Profit = revenues - costs = pq-C = (b1 - a1 q)q - (b2 + a2 q) = (b1-b2)q - a1 q^2 - b2. So as with most of these book questions, we're finding the maximum point of a parabola, and from here it's plug and chug. The derivative of profit with respect to q is b1 - b2 - 2 a1 q, so is maximized at (b1-b2)/(2 a1). Let's not bother with the second derivative since it is after all a parabola. Oh, all right; the second derivative is -2 a1 which is negative so yes that was a local maximum.
5.5#10.
a. 5000-10(2^2) = 4960 pounds of yams.
b. E = -p/q dq/dp = -p/q (-20p). Plugging in p=2, q=4960, that's -2/4960 (-40) = 80/4960 = 1/62. Very small. Being so much less than 1 means that it's more accurate to say "People want yams and will buy them no matter what the price."
#11.
a. Revenue = pq = 2*4960 = $9920.
b. R = p(5000-10p^2). dR/dp = p(-20p) + (5000-10p^2) by product rule, which = 5000-30p^2. So it's zero if 5000=30p^2, or p = the square root of 5000/30 (which is about 12.9). Is this a maximum? The second derivative is -60 p, so is indeed less than zero at p = sqrt(5000/30) (which is how we'll write "square root" on the computer).

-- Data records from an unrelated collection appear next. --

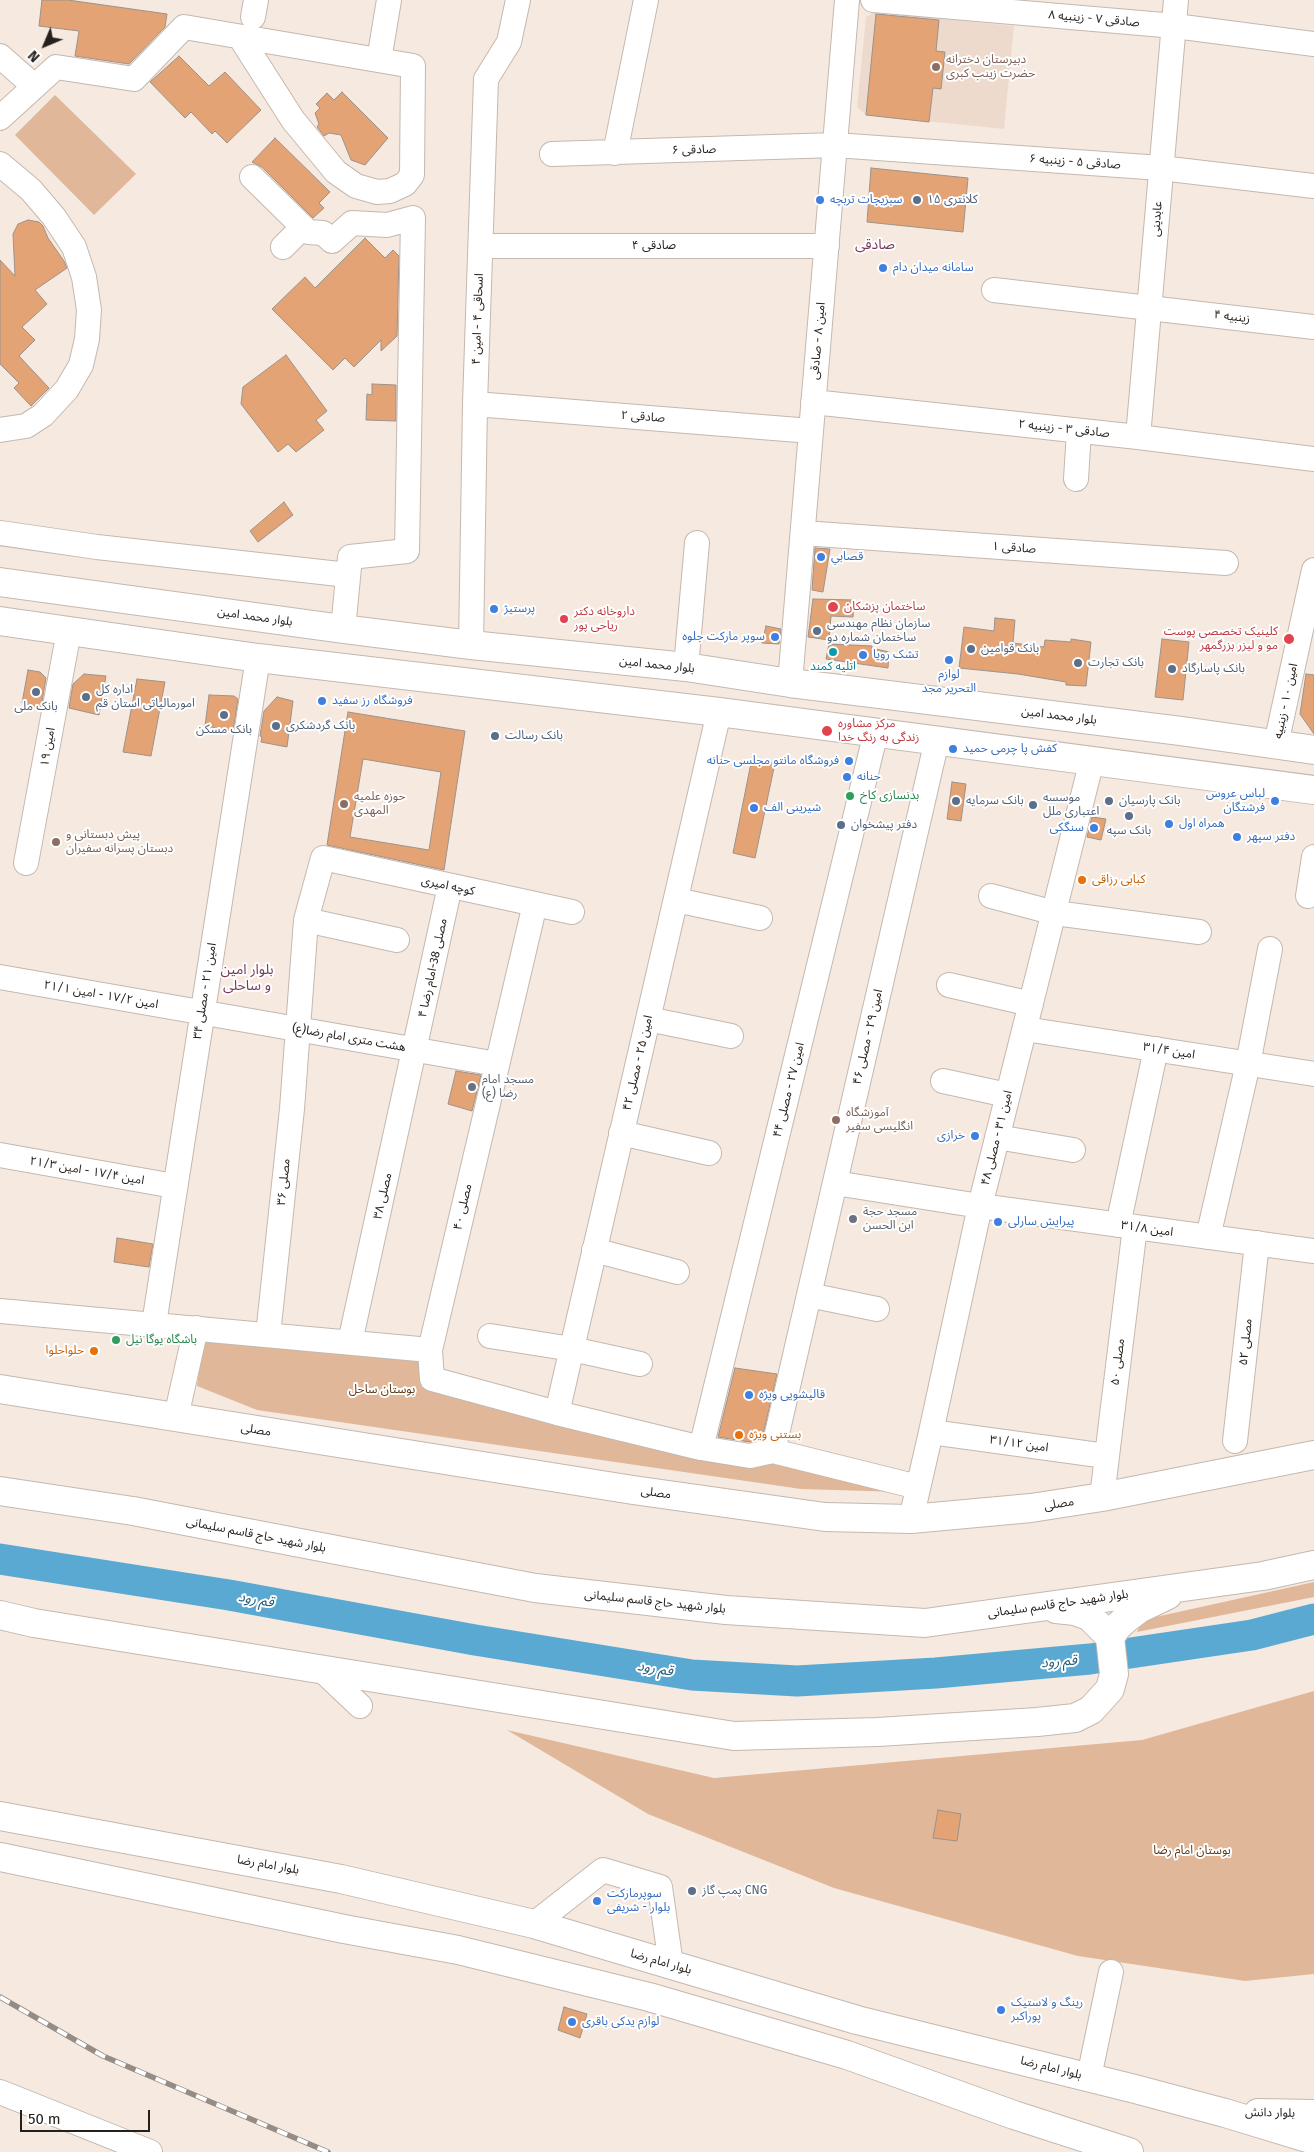 <!DOCTYPE html>
<html>
<head>
<meta charset="utf-8">
<style>
  body { margin:0 }
  #map { position:relative; width:1314px; height:2152px; overflow:hidden; background:#f6e9e0; font-family:"Fira Sans",sans-serif }
  canvas { display:block }
  .north { position:absolute; left:20px; top:20px; width:50px; height:50px; -webkit-text-stroke:4px #fff; paint-order:stroke; rotate:225deg; font-size:14px; font-weight:700; line-height:20px; text-align:center; color:#24201d }
  .north::after { content:''; display:block; margin:auto; width:18px; height:22px; background:#24201d; clip-path:polygon(50% 0,100% 100%,50% 72%,0 100%) }
  .scale { position:absolute; left:20px; top:2110px; width:130px; height:22px; box-sizing:border-box; border:2px solid #24201d; border-top:0; padding-left:6px; font-size:15px; line-height:18px; white-space:nowrap; color:#24201d; -webkit-text-stroke:4px #fff; paint-order:stroke }
</style>
</head>
<body>
<div id="map">
<canvas width="1314" height="2152"></canvas>
<div class="north">N</div>
<div class="scale">50 m</div>
</div>
<script>
const context = document.querySelector('canvas').getContext('2d');
context.lineJoin = 'round';
function fill(path, color) { context.fillStyle = color; context.fill(path, 'evenodd'); }
const poly = rows => new Path2D(rows.map(r => 'M' + r).join(''));
function trace(path, color, width, dash) { context.strokeStyle = color; context.lineWidth = width; context.lineCap = dash ? 'butt' : 'round'; context.setLineDash(dash || []); context.stroke(path); }
function write(font, color, halo, rows, align = 'center') {
  context.font = font + ' "Fira Sans","Noto Sans Arabic",sans-serif'; context.lineWidth = 4; context.setLineDash([]); context.textBaseline = 'middle'; context.strokeStyle = halo; context.fillStyle = color; for (const [text, x, y, turn = 0] of rows) {
    context.save(); context.translate(x, y); context.rotate((+turn || 0) * Math.PI / 180); context.textAlign = isNaN(turn) ? turn : align; if (halo) context.strokeText(text, 0, 0); context.fillText(text, 0, 0); context.restore();
  }
}
fill(poly([
  [876,12,1014,26,1004,129,866,115,857,107,866,17]
]), '#eedacd');
fill(poly([
  [55,95,136,174,94,215,15,135],
  [203,1342,419,1354,421,1387,691,1452,781,1460,902,1492,801,1489,257,1410,197,1386],
  [1314,1582,1314,1597,1137,1632,1142,1620],
  [1314,1691,1314,1974,1245,1981,1078,1956,834,1888,648,1814,507,1730,714,1778,1142,1740]
]), '#e1b799');
trace(poly([
  [0,1559,229,1595,475,1640,692,1675,797,1681,936,1673,1090,1659,1252,1635,1314,1619]
]), '#59a9d2', 31);
const building = poly([
  [42,0,68,0,167,14,165,27,129,64,75,56,79,31,39,26,42,0],
  [876,14,939,20,936,51,945,52,941,89,933,88,929,122,866,115,876,14],
  [179,56,209,86,225,72,261,110,227,143,215,131,212,134,191,112,185,118,150,82,179,56],
  [342,92,388,138,365,165,351,160,341,135,329,133,324,136,317,127,319,124,315,113,320,108,316,104,327,93,334,100,342,92],
  [275,138,330,192,319,203,324,208,313,218,262,167,252,162,275,138],
  [871,168,968,178,963,232,867,222,871,168],
  [28,220,39,222,43,226,48,238,64,261,67,268,35,290,47,304,22,327,35,340,19,356,49,388,31,406,14,388,19,383,0,364,0,260,15,276,13,234,18,224,28,220],
  [365,238,385,258,393,250,399,256,397,336,381,351,381,340,354,367,345,358,333,370,272,309,305,277,315,288,365,238],
  [286,355,327,411,316,420,324,430,296,452,288,444,278,452,241,404,243,387,286,355],
  [372,384,396,385,396,421,366,420,367,394,372,395,372,384],
  [284,502,293,515,258,542,250,531,284,502],
  [815,548,830,549,823,592,812,590,815,548],
  [813,599,854,600,853,617,831,616,829,640,808,637,813,599],
  [995,618,1015,620,1013,643,1044,647,1045,640,1071,642,1071,639,1091,642,1086,686,1066,685,1066,682,1018,674,959,668,964,627,994,631,995,618],
  [766,626,781,629,779,644,762,643,766,626],
  [1162,639,1189,642,1183,700,1155,697,1162,639],
  [829,644,872,646,872,648,889,652,888,668,826,659,829,644],
  [28,670,40,672,46,678,41,708,22,703,28,670],
  [84,674,106,676,99,715,69,708,73,684,84,674],
  [1306,674,1314,675,1314,734,1300,714,1306,674],
  [137,679,165,682,151,756,123,752,137,679],
  [209,695,234,696,238,699,233,731,205,726,209,695],
  [277,697,293,701,287,747,261,742,262,737,260,736,264,711,277,697],
  [348,712,465,731,444,870,327,845,348,712],
  [363,759,441,772,429,850,350,837,363,759],
  [752,758,775,763,755,858,733,853,752,758],
  [952,782,966,784,961,821,947,819,952,782],
  [1092,817,1106,819,1101,840,1087,837,1092,817],
  [456,1071,481,1075,472,1111,448,1104,456,1071],
  [117,1238,153,1244,149,1267,114,1262,117,1238],
  [735,1368,777,1374,762,1439,750,1442,718,1437,735,1368],
  [938,1810,961,1814,957,1841,933,1838,938,1810],
  [564,2007,587,2014,580,2038,558,2030,564,2007]
]);
fill(building, '#e3a374');
trace(building, '#9d928a', 1);
const minor = poly([
  [873,0,1175,26,1314,44],
  [253,17,256,0],
  [0,56,34,86],
  [379,60,389,0],
  [0,118,56,67,134,79,184,27,413,66,412,175,405,184,390,191,377,192,356,186,336,172,293,120,240,37],
  [615,153,646,0],
  [552,154,835,145,1161,168,1314,186],
  [0,164,31,190,54,217,74,247,84,277,89,310,87,339,81,365,67,389,43,415,26,426,0,430],
  [252,177,308,232,323,233,332,241,352,223,387,225,413,218,407,551,350,557,343,629],
  [481,246,827,246],
  [283,247,303,227],
  [994,290,1314,327],
  [813,402,1138,437,1314,459],
  [475,404,811,431],
  [1138,437,1176,0],
  [1076,479,1079,431],
  [0,533,97,547,348,575],
  [803,533,1226,563],
  [471,645,475,404,486,79,509,42,518,0],
  [686,667,697,543],
  [790,683,847,0],
  [1276,744,1314,570],
  [26,863,69,631],
  [991,896,1055,913,1199,932],
  [1308,896,1314,857],
  [676,900,760,918],
  [306,920,397,940],
  [0,977,497,1064],
  [949,985,1031,1004],
  [648,1019,731,1036],
  [1025,1029,1314,1074],
  [943,1081,1007,1095],
  [621,1133,709,1153],
  [997,1137,1073,1150],
  [0,1155,174,1186],
  [835,1183,980,1206,1314,1251],
  [1118,1225,1156,1049],
  [1208,1237,1248,1064,1270,949],
  [594,1250,677,1272],
  [809,1295,877,1309],
  [0,1311,430,1350,432,1379,557,1413,701,1448,750,1456,773,1451,918,1487],
  [154,1324,258,658],
  [268,1335,292,1109,306,920,323,858,572,912],
  [490,1336,572,1349,640,1364],
  [350,1342,450,886],
  [430,1350,535,904],
  [557,1413,719,712],
  [176,1417,196,1328],
  [931,1432,1106,1456],
  [1235,1441,1257,1243],
  [701,1448,876,732],
  [773,1451,937,740],
  [1102,1497,1135,1227],
  [911,1519,931,1432,980,1206,1092,760],
  [322,1670,360,1706],
  [534,1924,603,1870,660,1887,671,1965],
  [1089,2077,1111,1972],
  [0,2092,150,2152]
]);
const major = poly([
  [0,582,343,629,471,645,686,667,790,683,1181,731,1314,750],
  [0,621,258,658,719,712,1314,790],
  [0,1389,633,1490,825,1517,911,1519,1031,1508,1102,1497,1314,1455],
  [0,1491,133,1511,535,1588,726,1610,925,1623,1263,1576,1314,1565],
  [0,1615,34,1623,734,1736,878,1732,1037,1722,1075,1718,1091,1710,1110,1689,1114,1674,1110,1637,1089,1616,1075,1611,1056,1609],
  [1110,1637,1118,1626,1127,1618,1139,1609,1168,1595],
  [0,1816,341,1879,534,1924,857,2020,1135,2089,1225,2113,1314,2140],
  [0,1857,344,1929,458,1950,649,1997,847,2055,1014,2115,1129,2152],
  [1258,2113,1314,2114]
]);
trace(minor, '#c4b8af', 26);
trace(major, '#c4b8af', 30);
trace(minor, '#fff', 24);
trace(major, '#fff', 28);
const rail = poly([
  [0,1997,103,2056,328,2152]
]);
trace(rail, '#958c86', 5.5);
trace(rail, '#fff', 4, [11]);
for (const [x, y, r, color] of [
  [936,67,5,"#8d6e63"],
  [820,200,5,"#3f7fe0"],
  [917,200,5,"#5c6f8a"],
  [883,268,5,"#3f7fe0"],
  [821,557,5,"#3f7fe0"],
  [833,607,6,"#e0444e"],
  [494,609,5,"#3f7fe0"],
  [564,619,5,"#e0444e"],
  [817,631,5,"#5c6f8a"],
  [775,637,5,"#3f7fe0"],
  [1289,639,6,"#e0444e"],
  [971,649,5,"#5c6f8a"],
  [833,652,5,"#0f9aa8"],
  [863,655,5,"#3f7fe0"],
  [949,660,5,"#3f7fe0"],
  [1078,663,5,"#5c6f8a"],
  [1172,669,5,"#5c6f8a"],
  [36,692,5,"#5c6f8a"],
  [86,697,5,"#5c6f8a"],
  [322,701,5,"#3f7fe0"],
  [224,715,5,"#5c6f8a"],
  [276,726,5,"#5c6f8a"],
  [827,731,6,"#e0444e"],
  [495,736,5,"#5c6f8a"],
  [953,749,5,"#3f7fe0"],
  [849,761,5,"#3f7fe0"],
  [847,777,5,"#3f7fe0"],
  [850,796,5,"#2e9e5b"],
  [956,801,5,"#5c6f8a"],
  [1109,801,5,"#5c6f8a"],
  [1275,801,5,"#3f7fe0"],
  [344,804,5,"#8d6e63"],
  [1033,805,5,"#5c6f8a"],
  [754,808,5,"#3f7fe0"],
  [1129,816,5,"#5c6f8a"],
  [1169,824,5,"#3f7fe0"],
  [841,825,5,"#5c6f8a"],
  [1094,828,5,"#3f7fe0"],
  [1237,837,5,"#3f7fe0"],
  [56,842,5,"#8d6e63"],
  [1082,880,5,"#e8710a"],
  [472,1087,5,"#6b7280"],
  [836,1120,5,"#8d6e63"],
  [975,1136,5,"#3f7fe0"],
  [853,1219,5,"#6b7280"],
  [998,1222,5,"#3f7fe0"],
  [116,1340,5,"#2e9e5b"],
  [94,1351,5,"#e8710a"],
  [749,1395,5,"#3f7fe0"],
  [739,1435,5,"#e8710a"],
  [692,1891,5,"#5c6f8a"],
  [597,1901,5,"#3f7fe0"],
  [1001,2010,5,"#3f7fe0"],
  [572,2022,5,"#3f7fe0"]
]) { const dot = new Path2D(); dot.arc(x, y, r, 0, 2 * Math.PI); context.fillStyle = color; context.fill(dot); trace(dot, '#fff', 2); }
write('12px', '#24201d', '#fff', [
  ["صادقی ۷ - زینبیه ۸",1094,19,5],
  ["صادقی ۶",694,150,-2],
  ["صادقی ۵ - زینبیه ۶",1075,162,4],
  ["عابدینی",1157,219,-86],
  ["صادقی ۴",654,246],
  ["زینبیه ۴",1232,317,7],
  ["اسحاقی ۴ - امین ۴",478,319,-88],
  ["امین ۸ - صادقی",818,341,-85],
  ["صادقی ۲",643,417,4],
  ["صادقی ۳ - زینبیه ۲",1064,429,6],
  ["صادقی ۱",1014,548,4],
  ["بلوار محمد امین",255,617,8],
  ["بلوار محمد امین",657,665,6],
  ["امین ۱۰ - زینبیه",1286,701,-78],
  ["بلوار محمد امین",1059,716,7],
  ["امین ۱۹",48,747,-80],
  ["کوچه امیری",448,886,12],
  ["مصلی 38-امام رضا ۴",433,968,-78],
  ["امین ۲۱ - مصلی ۳۴",205,991,-81],
  ["امین ۱۷/۲ - امین ۲۱/۱",101,995,10],
  ["امین ۲۹ - مصلی ۴۶",868,1037,-77],
  ["هشت متری امام رضا(ع)",349,1038,10],
  ["امین ۳۱/۴",1169,1051,9],
  ["امین ۲۵ - مصلی ۴۲",638,1063,-77],
  ["امین ۲۷ - مصلی ۴۴",789,1090,-76],
  ["امین ۳۱ - مصلی ۴۸",997,1138,-76],
  ["امین ۱۷/۴ - امین ۲۱/۳",87,1171,10],
  ["مصلی ۳۶",284,1182,-84],
  ["مصلی ۳۸",383,1196,-77],
  ["مصلی ۴۰",463,1207,-77],
  ["امین ۳۱/۸",1147,1229,8],
  ["مصلی ۵۲",1246,1342,-84],
  ["مصلی ۵۰",1118,1362,-83],
  ["مصلی",256,1430,9],
  ["امین ۳۱/۱۲",1019,1444,8],
  ["مصلی",656,1493,8],
  ["مصلی",1059,1504,-9],
  ["بلوار شهید حاج قاسم سلیمانی",256,1535,11],
  ["بلوار شهید حاج قاسم سلیمانی",655,1602,6],
  ["بلوار شهید حاج قاسم سلیمانی",1058,1604,-8],
  ["بلوار امام رضا",268,1865,10],
  ["بلوار امام رضا",661,1962,16],
  ["بلوار امام رضا",1051,2068,14],
  ["بلوار دانش",1270,2113,1]
]);
write('12px', '#785e54', '#fff', [
  ["دبیرستان دخترانه",946,60],
  ["حضرت زینب کبری",946,74],
  ["حوزه علمیه",354,797],
  ["المهدی",354,811],
  ["پیش دبستانی و",66,835],
  ["دبستان پسرانه سفیران",66,849],
  ["آموزشگاه",846,1113],
  ["انگلیسی سفیر",846,1127]
], 'left');
write('12px', '#366cbe', '#fff', [
  ["سبزیجات تربچه",830,200],
  ["سامانه میدان دام",893,268],
  ["قصابیِ",831,557],
  ["پرستیژ",504,609],
  ["سوپر مارکت جلوه",765,637,"right"],
  ["تشک رویا",873,655],
  ["لوازم",949,675,"center"],
  ["التحریر مجد",949,689,"center"],
  ["فروشگاه رز سفید",332,701],
  ["کفش پا چرمی حمید",963,749],
  ["فروشگاه مانتو مجلسی حنانه",839,761,"right"],
  ["حنانه",857,777],
  ["لباس عروس",1265,794,"right"],
  ["فرشتگان",1265,808,"right"],
  ["شیرینی الف",764,808],
  ["همراه اول",1179,824],
  ["سنگکی",1084,828,"right"],
  ["دفتر سپهر",1247,837],
  ["خرازی",965,1136,"right"],
  ["پیرایش سارلی",1008,1222],
  ["قالیشویی ویژه",759,1395],
  ["سوپرمارکت",607,1894],
  ["بلوار - شریفی",607,1908],
  ["رینگ و لاستیک",1011,2003],
  ["پوراکبر",1011,2017],
  ["لوازم یدکی باقری",582,2022]
], 'left');
write('12px', '#4e5e75', '#fff', [
  ["کلانتری ۱۵",927,200],
  ["سازمان نظام مهندسی",827,624],
  ["ساختمان شماره دو",827,638],
  ["بانک قوامین",981,649],
  ["بانک تجارت",1088,663],
  ["بانک پاسارگاد",1182,669],
  ["اداره کل",96,690],
  ["امورمالیاتی استان قم",96,704],
  ["بانک ملی",36,707,"center"],
  ["بانک گردشکری",286,726],
  ["بانک مسکن",224,730,"center"],
  ["بانک رسالت",505,736],
  ["موسسه",1043,798],
  ["اعتباری ملل",1043,812],
  ["بانک سرمایه",966,801],
  ["بانک پارسیان",1119,801],
  ["دفتر پیشخوان",851,825],
  ["بانک سپه",1129,831,"center"],
  ["پمپ گاز CNG",702,1891]
], 'left');
write('12px', '#be3a42', '#fff', [
  ["ساختمان پزشکان",844,607],
  ["داروخانه دکتر",574,612],
  ["ریاحی پور",574,626],
  ["کلینیک تخصصی پوست",1278,632,"right"],
  ["مو و لیزر بزرگمهر",1278,646,"right"],
  ["مرکز مشاوره",838,724],
  ["زندگی به رنگ خدا",838,738]
], 'left');
write('12px', '#0d838f', '#fff', [
  ["اتلیه کمند",833,667]
]);
write('12px', '#27864d', '#fff', [
  ["بدنسازی کاخ",860,796],
  ["باشگاه یوگا نیل",126,1340]
], 'left');
write('12px', '#c56008', '#fff', [
  ["کبابی رزاقی",1092,880],
  ["حلواحلوا",84,1351,"right"],
  ["بستنی ویژه",749,1435]
], 'left');
write('12px', '#5b616d', '#fff', [
  ["مسجد امام",482,1080],
  ["رضا (ع)",482,1094],
  ["مسجد حجة",863,1212],
  ["ابن الحسن",863,1226]
], 'left');
write('12px', '#613714', '#fff', [
  ["بوستان ساحل",382,1390],
  ["بوستان امام رضا",1192,1851]
]);
write('14px', '#79385a', '#fff', [
  ["صادقی",875,245],
  ["بلوار امین",247,970],
  ["و ساحلی",247,986]
]);
write('italic 14px', '#1d5b78', '#fff', [
  ["قم رود",256,1600,10],
  ["قم رود",1059,1662,-5],
  ["قم رود",655,1669,9]
]);
</script>
</body>
</html>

c. The quantity sold at that price is 5000-10p^2 = 5000 - 10*5000/30 = 5000*(2/3) = 10000/3. If you prefer to say 3333 1/3 feel free but it might be more annoying to plug into other formulae.
d. What's E=elasticity at that value? (Better be 1!) It's -p/q dq/dp = -p/q (-20p) = 20 p^2/q = 20 * (5000/30) / 10000/3 = 1. Sure enough.
#16.
If q = k/p^r = k p^-r, then dq/dp = -r k p^(-r-1) = -r k/p^(r+1). So E = (-p/q) dq/dp = (-p /(k/p^r)) (-r k/p^(r+1)). The p's and k's all cancel leaving only r.
#17.
If E > 1, people buy lots more if there's a sale, so one should lower prices. Mainly this problem serves to show that E = the constant 2 is ridiculous because it leads one to lower one's prices to zero, where people are buying infinitely much. In the real world they'd stop at some point and E would drop below 1.